*** DATA FOR ANALYSIS ***
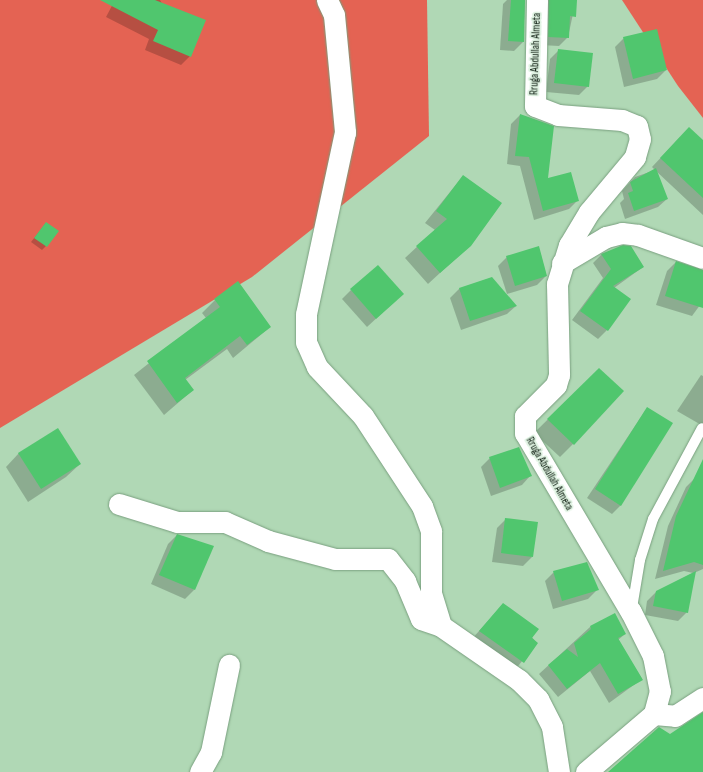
<!DOCTYPE html>
<style>
body{margin:0}
#map{position:relative;width:703px;height:772px;overflow:hidden;background:#b0d8b5;font-family:"Sofia Sans Condensed",sans-serif}
div>[style]{position:absolute}
.forest>*{inset:0;background:#e46353}
.shadow>*{inset:0;background:#0003}
.building>*{inset:0;background:#50c66e}
.roads{filter:drop-shadow(0 0 1px #799f7f) drop-shadow(0 0 1px #799f7f)}
.lane>*{height:10px;margin:-5px;padding:0 5px;transform-origin:5px;border-radius:5px;background:#fff}
.street>*{height:21px;margin:-10.5px;padding:0 10.5px;transform-origin:10.5px;border-radius:10.5px;background:#fff}
span{translate:-50% -50%;white-space:nowrap;text-align:center;line-height:1.15;-webkit-text-stroke:3.5px #def2e1;paint-order:stroke}
.street-label{font-size:11px;color:#0a190d}
</style>
<div id="map">
<div class="forest">
<i style="clip-path:polygon(0 0,427px 0,429px 136px,252px 277px,0 428px)"></i>
<i style="clip-path:polygon(622px 0,703px 0,703px 118px,678px 86px)"></i>
</div>
<div class="shadow">
<i style="clip-path:polygon(115px 0,160px 0,190px 56px,181px 65px,145px 50px,149px 39px,106px 17px)"></i>
<i style="clip-path:polygon(507px 0,525px 0,523px 42px,514px 51px,500px 50px,503px 4px)"></i>
<i style="clip-path:polygon(538px 0,576px 0,568px 37px,559px 46px,540px 45px)"></i>
<i style="clip-path:polygon(624px 38px,666px 70px,657px 79px,624px 87px,615px 47px)"></i>
<i style="clip-path:polygon(559px 50px,588px 86px,579px 95px,546px 92px,550px 59px)"></i>
<i style="clip-path:polygon(520px 115px,547px 179px,578px 200px,569px 209px,534px 220px,520px 166px,507px 164px,511px 124px)"></i>
<i style="clip-path:polygon(680px 137px,703px 141px,703px 215px,656px 171px,667px 199px,658px 207px,625px 219px,620px 203px,624px 199px,622px 191px,635px 177px,655px 170px,652px 167px)"></i>
<i style="clip-path:polygon(463px 176px,465px 250px,428px 284px,405px 258px,435px 230px,425px 223px)"></i>
<i style="clip-path:polygon(46px 223px,46px 246px,42px 250px,31px 242px)"></i>
<i style="clip-path:polygon(602px 254px,643px 267px,614px 288px,607px 330px,598px 339px,572px 320px,603px 278px,593px 263px)"></i>
<i style="clip-path:polygon(507px 257px,546px 276px,537px 285px,507px 294px,498px 266px)"></i>
<i style="clip-path:polygon(676px 262px,703px 270px,703px 301px,692px 316px,656px 305px,667px 271px)"></i>
<i style="clip-path:polygon(491px 278px,516px 306px,507px 314px,461px 330px,450px 298px,459px 289px)"></i>
<i style="clip-path:polygon(351px 290px,393px 303px,367px 327px,342px 299px)"></i>
<i style="clip-path:polygon(215px 300px,270px 327px,233px 358px,227px 349px,185px 380px,193px 390px,164px 415px,134px 375px,206px 318px,202px 313px)"></i>
<i style="clip-path:polygon(599px 369px,573px 444px,560px 457px,534px 433px)"></i>
<i style="clip-path:polygon(701px 375px,703px 376px,703px 426px,677px 411px)"></i>
<i style="clip-path:polygon(647px 408px,621px 505px,612px 514px,587px 498px)"></i>
<i style="clip-path:polygon(19px 453px,80px 464px,66px 477px,28px 502px,6px 467px)"></i>
<i style="clip-path:polygon(490px 458px,530px 476px,522px 485px,491px 496px,481px 467px)"></i>
<i style="clip-path:polygon(695px 478px,703px 482px,703px 569px,694px 573px,687px 612px,678px 621px,645px 615px,647px 601px,656px 592px,693px 573px,684px 571px,655px 579px,668px 526px,686px 487px)"></i>
<i style="clip-path:polygon(506px 519px,532px 557px,523px 566px,492px 562px,497px 528px)"></i>
<i style="clip-path:polygon(177px 535px,194px 590px,185px 599px,151px 584px,168px 544px)"></i>
<i style="clip-path:polygon(554px 572px,597px 590px,588px 599px,553px 609px,545px 581px)"></i>
<i style="clip-path:polygon(503px 604px,537px 643px,514px 671px,471px 640px)"></i>
<i style="clip-path:polygon(590px 627px,625px 634px,618px 640px,642px 679px,609px 703px,590px 671px,558px 697px,539px 674px)"></i>
</div>
<div class="building">
<i style="clip-path:polygon(100px 0,155px 0,206px 20px,191px 57px,153px 41px,158px 30px)"></i>
<i style="clip-path:polygon(511px 0,525px 0,524px 42px,508px 41px)"></i>
<i style="clip-path:polygon(549px 0,577px 0,576px 17px,570px 16px,569px 38px,548px 37px)"></i>
<i style="clip-path:polygon(657px 29px,667px 70px,633px 79px,623px 37px)"></i>
<i style="clip-path:polygon(558px 49px,593px 53px,589px 87px,554px 83px)"></i>
<i style="clip-path:polygon(520px 114px,554px 126px,548px 178px,571px 172px,579px 201px,543px 211px,529px 157px,515px 156px)"></i>
<i style="clip-path:polygon(689px 127px,703px 140px,703px 198px,660px 158px)"></i>
<i style="clip-path:polygon(656px 168px,668px 199px,634px 211px,628px 193px,633px 191px,630px 182px)"></i>
<i style="clip-path:polygon(463px 175px,502px 203px,471px 246px,440px 273px,416px 246px,447px 219px,436px 211px)"></i>
<i style="clip-path:polygon(46px 222px,59px 231px,47px 247px,34px 238px)"></i>
<i style="clip-path:polygon(623px 245px,631px 246px,644px 267px,613px 286px,631px 299px,608px 331px,580px 311px,611px 269px,601px 254px)"></i>
<i style="clip-path:polygon(539px 246px,547px 276px,515px 286px,506px 256px)"></i>
<i style="clip-path:polygon(676px 261px,703px 270px,703px 308px,665px 296px)"></i>
<i style="clip-path:polygon(378px 265px,404px 294px,376px 319px,350px 289px)"></i>
<i style="clip-path:polygon(492px 277px,517px 306px,470px 321px,459px 288px)"></i>
<i style="clip-path:polygon(238px 281px,271px 327px,247px 345px,240px 336px,185px 378px,194px 390px,177px 403px,147px 361px,220px 307px,214px 299px)"></i>
<i style="clip-path:polygon(599px 368px,624px 391px,574px 445px,547px 419px)"></i>
<i style="clip-path:polygon(647px 407px,673px 423px,621px 506px,595px 489px)"></i>
<i style="clip-path:polygon(58px 428px,81px 464px,41px 489px,18px 453px)"></i>
<i style="clip-path:polygon(519px 447px,532px 476px,500px 488px,489px 457px)"></i>
<i style="clip-path:polygon(703px 459px,703px 565px,694px 562px,663px 571px,676px 516px)"></i>
<i style="clip-path:polygon(505px 518px,538px 522px,533px 557px,501px 553px)"></i>
<i style="clip-path:polygon(177px 534px,214px 546px,195px 590px,159px 575px)"></i>
<i style="clip-path:polygon(587px 562px,599px 590px,562px 601px,553px 571px)"></i>
<i style="clip-path:polygon(696px 571px,688px 613px,653px 606px,656px 591px)"></i>
<i style="clip-path:polygon(503px 603px,539px 629px,532px 638px,538px 643px,524px 663px,479px 631px)"></i>
<i style="clip-path:polygon(615px 613px,626px 634px,618px 638px,643px 680px,618px 694px,600px 663px,567px 689px,548px 665px,567px 649px,578px 657px,574px 643px,591px 629px,590px 626px)"></i>
<i style="clip-path:polygon(703px 712px,703px 772px,608px 772px,659px 727px,670px 734px)"></i>
</div>
<div class="roads">
<div class="lane">
<i style="left:632px;top:608px;width:49px;rotate:-80.5deg"></i>
<i style="left:640px;top:560px;width:43px;rotate:-72.4deg"></i>
<i style="left:653px;top:519px;width:103px;rotate:-61.7deg"></i>
</div>
<div class="street">
<i style="left:327px;top:0;width:17px;rotate:65deg"></i>
<i style="left:334px;top:15px;width:118px;rotate:84.6deg"></i>
<i style="left:345px;top:132px;width:186px;rotate:102.1deg"></i>
<i style="left:306px;top:314px;width:28px;rotate:90deg"></i>
<i style="left:306px;top:342px;width:27px;rotate:66deg"></i>
<i style="left:317px;top:367px;width:67px;rotate:46.8deg"></i>
<i style="left:363px;top:416px;width:108px;rotate:56.8deg"></i>
<i style="left:422px;top:506px;width:27px;rotate:70deg"></i>
<i style="left:431px;top:531px;width:62px;rotate:90deg"></i>
<i style="left:431px;top:593px;width:34px;rotate:73deg"></i>
<i style="left:441px;top:626px;width:95px;rotate:34.7deg"></i>
<i style="left:519px;top:680px;width:27px;rotate:45deg"></i>
<i style="left:538px;top:699px;width:31px;rotate:63deg"></i>
<i style="left:552px;top:727px;width:46px;rotate:81.2deg"></i>
<i style="left:537px;top:0;width:106px;rotate:91.1deg"></i>
<i style="left:535px;top:106px;width:25px;rotate:21deg"></i>
<i style="left:558px;top:115px;width:64px;rotate:4.5deg"></i>
<i style="left:622px;top:120px;width:16px;rotate:22deg"></i>
<i style="left:637px;top:126px;width:13px;rotate:77deg"></i>
<i style="left:640px;top:139px;width:19px;rotate:106deg"></i>
<i style="left:635px;top:157px;width:72px;rotate:129.9deg"></i>
<i style="left:589px;top:212px;width:39px;rotate:121deg"></i>
<i style="left:569px;top:245px;width:41px;rotate:107.1deg"></i>
<i style="left:557px;top:284px;width:91px;rotate:88.7deg"></i>
<i style="left:559px;top:375px;width:10px;rotate:107deg"></i>
<i style="left:556px;top:385px;width:44px;rotate:135deg"></i>
<i style="left:525px;top:416px;width:17px;rotate:90deg"></i>
<i style="left:525px;top:433px;width:208px;rotate:59.4deg"></i>
<i style="left:631px;top:612px;width:49px;rotate:63.4deg"></i>
<i style="left:653px;top:656px;width:36px;rotate:79deg"></i>
<i style="left:660px;top:691px;width:24px;rotate:105deg"></i>
<i style="left:562px;top:263px;width:51px;rotate:-30.6deg"></i>
<i style="left:606px;top:237px;width:16px;rotate:-14deg"></i>
<i style="left:622px;top:233px;width:16px;rotate:7deg"></i>
<i style="left:638px;top:235px;width:69px;rotate:19.5deg"></i>
<i style="left:119px;top:504px;width:61px;rotate:17.2deg"></i>
<i style="left:177px;top:522px;width:48px"></i>
<i style="left:225px;top:522px;width:47px;rotate:23.8deg"></i>
<i style="left:268px;top:541px;width:69px;rotate:15deg"></i>
<i style="left:335px;top:559px;width:53px"></i>
<i style="left:388px;top:559px;width:28px;rotate:52deg"></i>
<i style="left:405px;top:581px;width:41px;rotate:67.2deg"></i>
<i style="left:421px;top:619px;width:21px;rotate:19deg"></i>
<i style="left:200px;top:772px;width:23px;rotate:-61deg"></i>
<i style="left:211px;top:752px;width:89px;rotate:-78.3deg"></i>
<i style="left:586px;top:772px;width:89px;rotate:-40.5deg"></i>
<i style="left:654px;top:714px;width:21px;rotate:5deg"></i>
<i style="left:675px;top:716px;width:33px;rotate:-33deg"></i>
</div>
</div>
<div class="street-label">
<span style="left:536px;top:54px;rotate:-88deg">Rruga Abdullah Almeta</span>
<span style="left:549px;top:474px;rotate:60deg">Rruga Abdullah Almeta</span>
</div>
</div>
*** End of DATA FOR ANALYSIS ***
## TASK TO COMPLETE
Once you reach the line with "114px,554px 126px,548px 178px,571px" in the data above, copy it and every line after it exactly, up to and including the line with "571px,688px 613px,653px 606px,656px".

## REPLY TO THE EXERCISE
<i style="clip-path:polygon(520px 114px,554px 126px,548px 178px,571px 172px,579px 201px,543px 211px,529px 157px,515px 156px)"></i>
<i style="clip-path:polygon(689px 127px,703px 140px,703px 198px,660px 158px)"></i>
<i style="clip-path:polygon(656px 168px,668px 199px,634px 211px,628px 193px,633px 191px,630px 182px)"></i>
<i style="clip-path:polygon(463px 175px,502px 203px,471px 246px,440px 273px,416px 246px,447px 219px,436px 211px)"></i>
<i style="clip-path:polygon(46px 222px,59px 231px,47px 247px,34px 238px)"></i>
<i style="clip-path:polygon(623px 245px,631px 246px,644px 267px,613px 286px,631px 299px,608px 331px,580px 311px,611px 269px,601px 254px)"></i>
<i style="clip-path:polygon(539px 246px,547px 276px,515px 286px,506px 256px)"></i>
<i style="clip-path:polygon(676px 261px,703px 270px,703px 308px,665px 296px)"></i>
<i style="clip-path:polygon(378px 265px,404px 294px,376px 319px,350px 289px)"></i>
<i style="clip-path:polygon(492px 277px,517px 306px,470px 321px,459px 288px)"></i>
<i style="clip-path:polygon(238px 281px,271px 327px,247px 345px,240px 336px,185px 378px,194px 390px,177px 403px,147px 361px,220px 307px,214px 299px)"></i>
<i style="clip-path:polygon(599px 368px,624px 391px,574px 445px,547px 419px)"></i>
<i style="clip-path:polygon(647px 407px,673px 423px,621px 506px,595px 489px)"></i>
<i style="clip-path:polygon(58px 428px,81px 464px,41px 489px,18px 453px)"></i>
<i style="clip-path:polygon(519px 447px,532px 476px,500px 488px,489px 457px)"></i>
<i style="clip-path:polygon(703px 459px,703px 565px,694px 562px,663px 571px,676px 516px)"></i>
<i style="clip-path:polygon(505px 518px,538px 522px,533px 557px,501px 553px)"></i>
<i style="clip-path:polygon(177px 534px,214px 546px,195px 590px,159px 575px)"></i>
<i style="clip-path:polygon(587px 562px,599px 590px,562px 601px,553px 571px)"></i>
<i style="clip-path:polygon(696px 571px,688px 613px,653px 606px,656px 591px)"></i>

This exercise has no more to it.